From thousands of health services, 218 priority health services have been shortlisted on the basis of their need and cost-effectiveness. L&MICs are urged to use this list to develop their own package of essential health services. Pakistan subsequently developed one.

Prioritisation in healthcare is a science. Health Technology Assessment agencies in high-income countries, and increasingly in middle-income countries, undertake extensive cost-effectiveness studies on new health technologies and interventions. They then give their verdict on the advantages in comparison to existing technologies and interventions and explain the cost.

Many a time, the cost is too high and the advantages are marginal. Therefore, policymakers decide not to spend the taxpayers’ money on procurement. The UK’s National Institute for Health and Care Excellence (NICE) is a great example of an HTA agency. It promotes evidence-based best practice and value for money.

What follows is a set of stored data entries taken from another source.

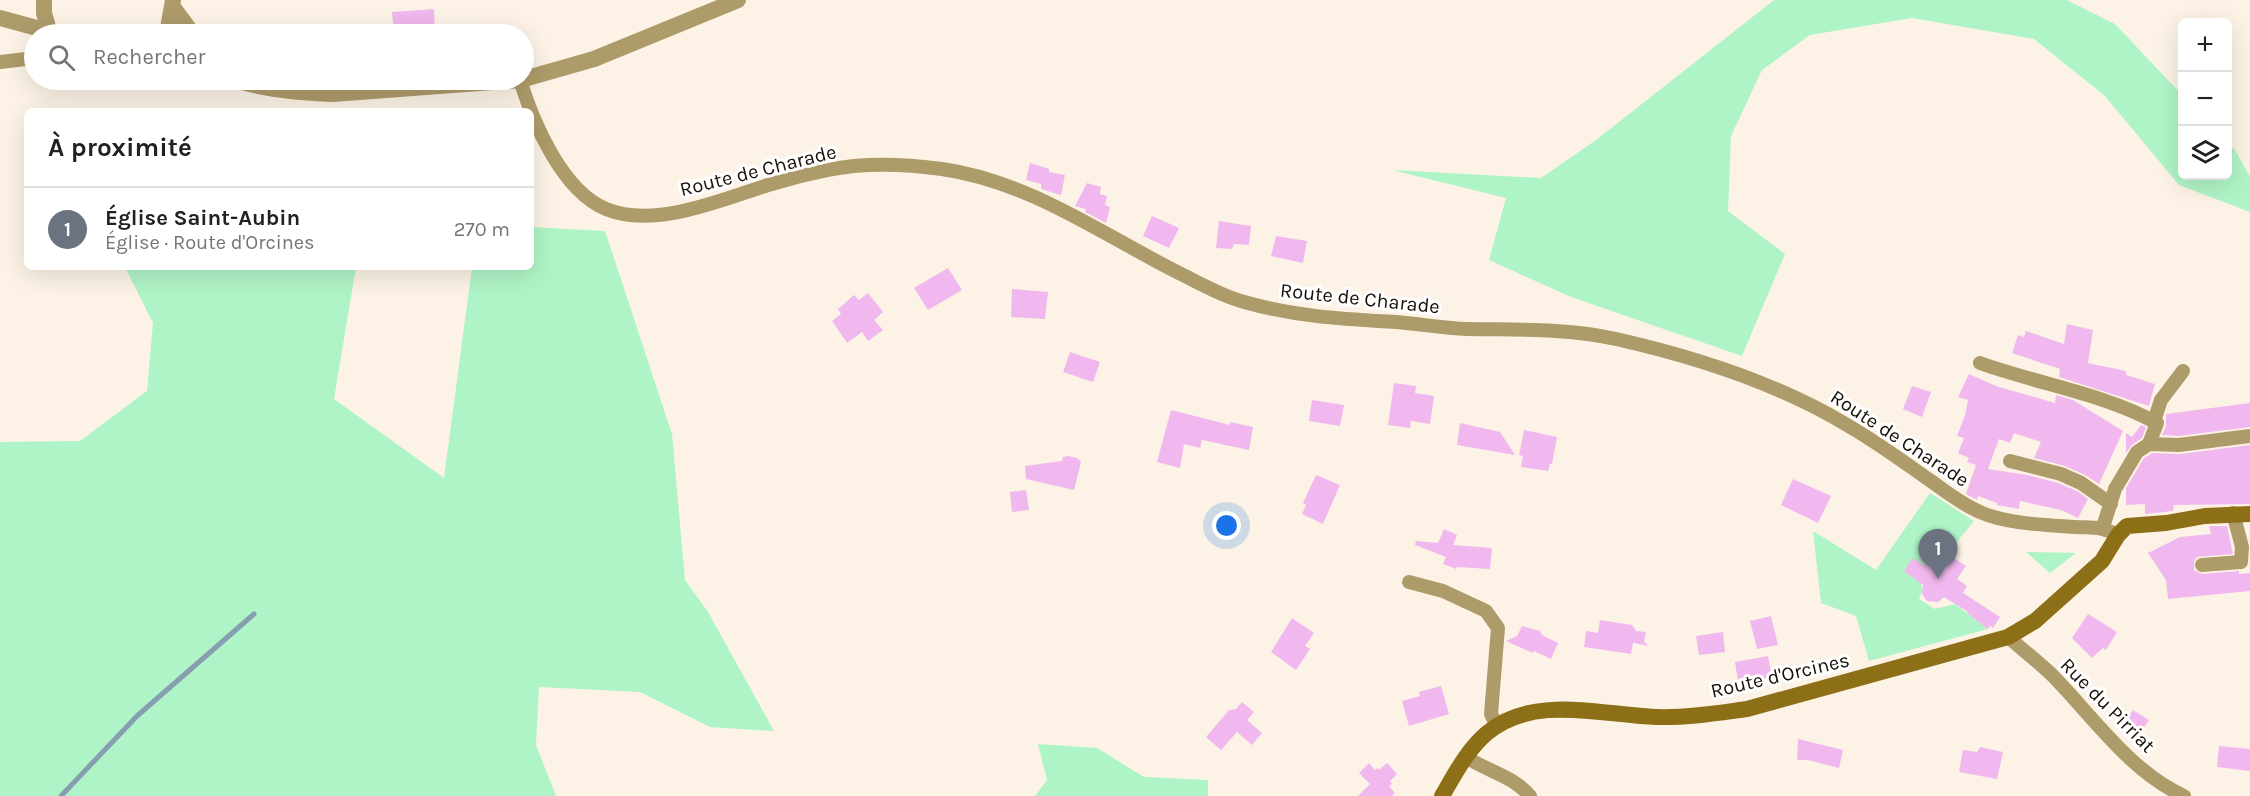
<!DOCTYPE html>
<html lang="fr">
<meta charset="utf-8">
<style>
:root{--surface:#fff;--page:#f2f2f2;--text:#202124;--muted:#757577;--line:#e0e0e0;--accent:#964cbf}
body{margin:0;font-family:Karla,sans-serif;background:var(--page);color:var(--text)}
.controls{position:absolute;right:18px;top:18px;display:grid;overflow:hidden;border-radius:9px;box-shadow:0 6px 24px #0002}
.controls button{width:54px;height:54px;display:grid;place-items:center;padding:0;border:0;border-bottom:2px solid var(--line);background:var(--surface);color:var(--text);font:30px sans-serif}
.you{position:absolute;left:1227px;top:526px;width:21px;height:21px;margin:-15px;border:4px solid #fff;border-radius:50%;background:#1a73e8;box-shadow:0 0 0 9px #1a73e833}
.badge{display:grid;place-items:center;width:39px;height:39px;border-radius:50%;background:var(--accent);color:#fff;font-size:20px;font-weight:700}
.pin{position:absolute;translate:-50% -50px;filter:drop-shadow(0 2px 3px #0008)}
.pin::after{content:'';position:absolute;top:32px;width:21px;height:18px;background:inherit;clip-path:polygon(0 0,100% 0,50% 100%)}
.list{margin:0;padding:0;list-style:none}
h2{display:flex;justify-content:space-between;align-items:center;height:78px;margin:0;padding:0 24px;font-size:26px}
h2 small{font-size:20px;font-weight:400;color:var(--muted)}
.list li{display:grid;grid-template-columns:39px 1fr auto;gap:18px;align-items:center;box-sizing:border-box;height:84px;padding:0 24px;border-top:2px solid var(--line)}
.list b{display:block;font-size:22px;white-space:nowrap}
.list p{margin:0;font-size:20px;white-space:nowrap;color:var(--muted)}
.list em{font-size:20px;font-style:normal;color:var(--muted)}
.icon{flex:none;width:33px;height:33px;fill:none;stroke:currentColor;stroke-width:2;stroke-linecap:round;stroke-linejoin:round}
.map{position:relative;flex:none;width:2250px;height:796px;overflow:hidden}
.search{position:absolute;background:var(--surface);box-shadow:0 6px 24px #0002;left:24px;top:24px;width:510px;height:66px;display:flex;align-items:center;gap:15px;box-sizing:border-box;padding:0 21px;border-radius:33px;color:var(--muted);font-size:22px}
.panel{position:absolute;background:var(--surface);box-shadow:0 6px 24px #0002;left:24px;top:108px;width:510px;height:162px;border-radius:9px}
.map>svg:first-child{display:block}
.green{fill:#aff4c6}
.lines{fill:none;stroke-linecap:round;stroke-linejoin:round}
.stream{stroke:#879eb0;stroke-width:5}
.building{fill:#f0b8ee}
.minor{stroke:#ae9b6a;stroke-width:14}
.tertiary{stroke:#ae9b6a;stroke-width:16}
.secondary{stroke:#8c6f16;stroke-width:16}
.labels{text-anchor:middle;stroke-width:6;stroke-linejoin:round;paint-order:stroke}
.street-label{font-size:20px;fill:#160f05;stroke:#fff}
</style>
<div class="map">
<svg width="2250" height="796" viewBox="0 0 2250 796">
<rect width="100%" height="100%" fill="#fcf3e6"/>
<g class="green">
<polygon points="1774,0 2067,0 2115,24 2182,95 2182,176 2228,176 2228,143 2235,150 2250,177 2250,212 2179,185 2105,96 2034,39 1912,18 1810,35 1762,70 1731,136 1728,211 1785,254 1742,356 1571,297 1489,260 1506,198 1392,170 1541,178 1596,140"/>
<polygon points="531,227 605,231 672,434 685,580 708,612 774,731 710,727 640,692 539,687 536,745 556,796 0,796 0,442 80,441 147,391 153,323 125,267 356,267 334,399 444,478 472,267 531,267"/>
<polygon points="1930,493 1974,521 1937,566 1929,561 1918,578 1923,590 1919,599 1935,609 1955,604 1988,629 1869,661 1856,616 1821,603 1813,531 1876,570"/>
<polygon points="2026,552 2076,553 2050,573"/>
<polygon points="1038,744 1097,748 1144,777 1208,780 1208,796 1035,796 1047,780"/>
</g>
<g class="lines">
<polyline class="stream" points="61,796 137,716 254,614"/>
</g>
<g class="building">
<polygon points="434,9 435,34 394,34 392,12"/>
<polygon points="1030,163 1049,169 1049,172 1065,175 1061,195 1041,189 1041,184 1026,180"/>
<polygon points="1087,183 1101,187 1100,194 1107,196 1105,205 1110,207 1106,223 1085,212 1086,209 1075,206"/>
<polygon points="1152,216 1179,228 1169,248 1143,236"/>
<polygon points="1219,221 1251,226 1249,245 1234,244 1232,249 1216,248"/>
<polygon points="1276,236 1307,241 1303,263 1271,256"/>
<polygon points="948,268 962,290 928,310 914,288"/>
<polygon points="1012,289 1048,292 1045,319 1011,317"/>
<polygon points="868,293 883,312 874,320 883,330 868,341 862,332 847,343 832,321 841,314 838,309 854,295 859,300"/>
<polygon points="2067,324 2093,330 2088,363 2126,371 2126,375 2155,384 2149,406 2059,377 2060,369 2012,353 2018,335 2024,337 2026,331 2064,344"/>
<polygon points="1070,352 1100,362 1093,382 1063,372"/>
<polygon points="1969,374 1996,386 2055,403 2056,395 2073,400 2123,431 2099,484 2085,475 2065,466 2034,458 2041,442 2014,433 2010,443 1999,439 1988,469 2027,475 2058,483 2077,491 2088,499 2078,518 2061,510 2020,501 2019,509 1997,505 1997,503 1978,496 1977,500 1966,494 1976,465 1967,462 1969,458 1958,453 1964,438 1957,436 1965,415 1968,400 1958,397"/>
<polygon points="1394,383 1416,386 1415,393 1434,396 1430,424 1411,421 1410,428 1388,425"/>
<polygon points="1912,386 1931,392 1922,417 1903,409"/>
<polygon points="1312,400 1344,405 1340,426 1309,421"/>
<polygon points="2250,403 2250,427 2179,436 2162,435 2166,426 2166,414"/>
<polygon points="1171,410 1230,425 1230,422 1253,427 1249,450 1202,440 1200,448 1184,444 1180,468 1157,462"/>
<polygon points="1460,423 1500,432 1515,455 1457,445"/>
<polygon points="2141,425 2146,427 2142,438 2132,445 2126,453 2126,433 2132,437"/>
<polygon points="1524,430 1557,437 1552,464 1550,464 1548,471 1521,467 1523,456 1519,455"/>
<polygon points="2250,445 2250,504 2174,505 2173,511 2145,514 2145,504 2126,505 2126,488 2144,458 2152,453 2180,454"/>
<polygon points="1068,456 1077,458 1081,462 1074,490 1026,479 1025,466 1062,461 1063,457"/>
<polygon points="1316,475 1340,485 1323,524 1302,514 1306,505 1303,503"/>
<polygon points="1793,479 1831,496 1818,523 1781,505"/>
<polygon points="1026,490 1029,510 1012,512 1010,492"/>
<polygon points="2209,526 2227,526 2233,554 2197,557 2194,562 2194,570 2202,574 2239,571 2239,574 2250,573 2250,591 2168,599 2166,580 2148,553 2180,537 2211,534"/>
<polygon points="1444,529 1457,535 1453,545 1492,548 1490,569 1457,567 1456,569 1443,564 1446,557 1415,545 1416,541 1438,543"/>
<polygon points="1946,553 1966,566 1957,579 1967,586 1963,593 2000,617 1993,628 1990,626 1988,629 1967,613 1968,612 1944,597 1938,602 1927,601 1922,594 1923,585 1904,571 1913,558 1925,566 1929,560 1937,566"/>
<polygon points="2088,614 2117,632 2106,650 2103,648 2092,658 2072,638"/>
<polygon points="1771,616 1778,645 1757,649 1750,621"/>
<polygon points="1292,618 1314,633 1305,646 1310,649 1296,670 1271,652"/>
<polygon points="1600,620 1632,625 1636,631 1646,632 1644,641 1648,646 1633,643 1631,654 1584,647 1586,631 1598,633"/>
<polygon points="1522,626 1540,631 1542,635 1558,643 1551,659 1534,651 1533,653 1506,641 1517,636"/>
<polygon points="1723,632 1725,652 1699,655 1696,636"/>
<polygon points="1768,656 1772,677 1752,683 1753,687 1739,688 1735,662"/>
<polygon points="1441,686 1449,714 1409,726 1402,701 1420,696 1419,692"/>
<polygon points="1242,702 1254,712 1247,720 1262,733 1252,745 1237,732 1221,750 1206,737 1229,710 1236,709"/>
<polygon points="2133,710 2149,720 2140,733 2124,723"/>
<polygon points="1798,739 1843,750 1839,768 1808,760 1797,760"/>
<polygon points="2219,746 2250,749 2250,771 2217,767"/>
<polygon points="1980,747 2003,752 1997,779 1959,772 1963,750 1977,752"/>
<polygon points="1369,763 1375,770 1378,768 1379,770 1387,763 1397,774 1390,781 1392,784 1389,786 1395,793 1392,796 1358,796 1370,784 1359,773"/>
</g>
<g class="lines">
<g class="minor">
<polyline points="0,62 34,58"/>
<path d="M520 80C533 122 562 191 606 209 654 229 721 200 768 185 788 179 808 174 828 170 865 162 905 164 942 169 1032 182 1104 236 1183 275 1205 286 1225 297 1248 303 1298 317 1345 319 1396 322 1420 324 1443 328 1467 329 1516 330 1567 328 1616 339 1696 357 1777 383 1847 425 1875 441 1901 460 1928 479 1944 490 1961 504 1980 512 2006 524 2047 525 2075 527 2093 528 2101 526 2118 535"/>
<path d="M1980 363C2038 384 2102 393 2157 423L2149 444"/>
<polyline points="2154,421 2161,400 2183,371"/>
<polyline points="2010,461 2061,474 2081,483 2111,504"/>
<polyline points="2103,527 2115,489 2137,452 2149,444 2179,445 2250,436"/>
<polyline points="2202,565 2241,562 2242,547 2233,513"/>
<polyline points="1409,582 1443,591 1486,611 1498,628 1491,714 1497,726"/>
<path d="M2008 637C2022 649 2037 661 2051 674 2092 715 2129 771 2184 796"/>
<path d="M1466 757C1487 771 1513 776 1530 796"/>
</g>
<g class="tertiary">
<polyline points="44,0 44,13 50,34"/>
<polyline points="173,7 193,34"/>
<polyline points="0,18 48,31"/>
<polyline points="167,34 173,0"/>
<polyline points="524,79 594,59 738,0"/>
<path d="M236 80C265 90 303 93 333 94L521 80"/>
</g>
<path class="secondary" d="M1442 796C1455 774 1467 750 1487 733 1533 694 1602 715 1656 717 1686 718 1717 713 1747 709L2008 637 2035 621 2102 561 2118 535 2127 526 2166 523 2205 516 2250 514"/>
</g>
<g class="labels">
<g class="street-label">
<text transform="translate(758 170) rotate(-14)" y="7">Route de Charade</text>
<text transform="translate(1360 298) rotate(6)" y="7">Route de Charade</text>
<text transform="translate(1900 438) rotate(33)" y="7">Route de Charade</text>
<text transform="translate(1780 675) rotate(-13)" y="7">Route d'Orcines</text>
<text transform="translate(2108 705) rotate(45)" y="7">Rue du Pirriat</text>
</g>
</g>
</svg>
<div class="controls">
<button>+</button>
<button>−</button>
<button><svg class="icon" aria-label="layers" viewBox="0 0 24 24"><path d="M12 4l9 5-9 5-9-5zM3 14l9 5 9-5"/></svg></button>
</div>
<div class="you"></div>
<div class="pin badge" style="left:1938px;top:579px;background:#6b7280">1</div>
<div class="search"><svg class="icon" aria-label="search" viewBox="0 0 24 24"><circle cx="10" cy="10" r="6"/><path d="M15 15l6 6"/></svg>Rechercher</div>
<section class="panel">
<h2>À proximité<small></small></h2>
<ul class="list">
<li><span class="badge" style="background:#6b7280">1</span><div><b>Église Saint-Aubin</b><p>Église · Route d'Orcines</p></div><em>270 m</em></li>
</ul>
</section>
</div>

How a country with 40 per cent stunted children — over 60pc in rural Sindh alone — can even think of abusing the taxpayers’ money on buying robotic surgical systems is beyond me.

At the federal level, we calculated that delivering an essential package of 88 highly prioritised essential health services to people at the primary healthcare level would cost $12.9 per capita per year. My back-of-the-envelope calculation shows that instead of buying four robotic surgical systems, Rs4.247bn can be used to provide a package of 88 highly prioritised essential health services to 1.15 million people for one year.

Dr Niaz has done absolutely the right thing in thwarting this procurement. There are already five robotic surgical systems that have been procured by the Sindh government, including two for a famous charity institute!

But how will the next minister decide? Without a scientific and institutionalised approach towards setting our priorities in publicly financed healthcare, we can only postpone such irresponsible procurements, not eliminate them.

The writer is a former SAPM on health, professor of health systems at Shifa Tameer-i-Millat University, WHO adviser on UHC, and member of the Pakistan Mental Health Coalition.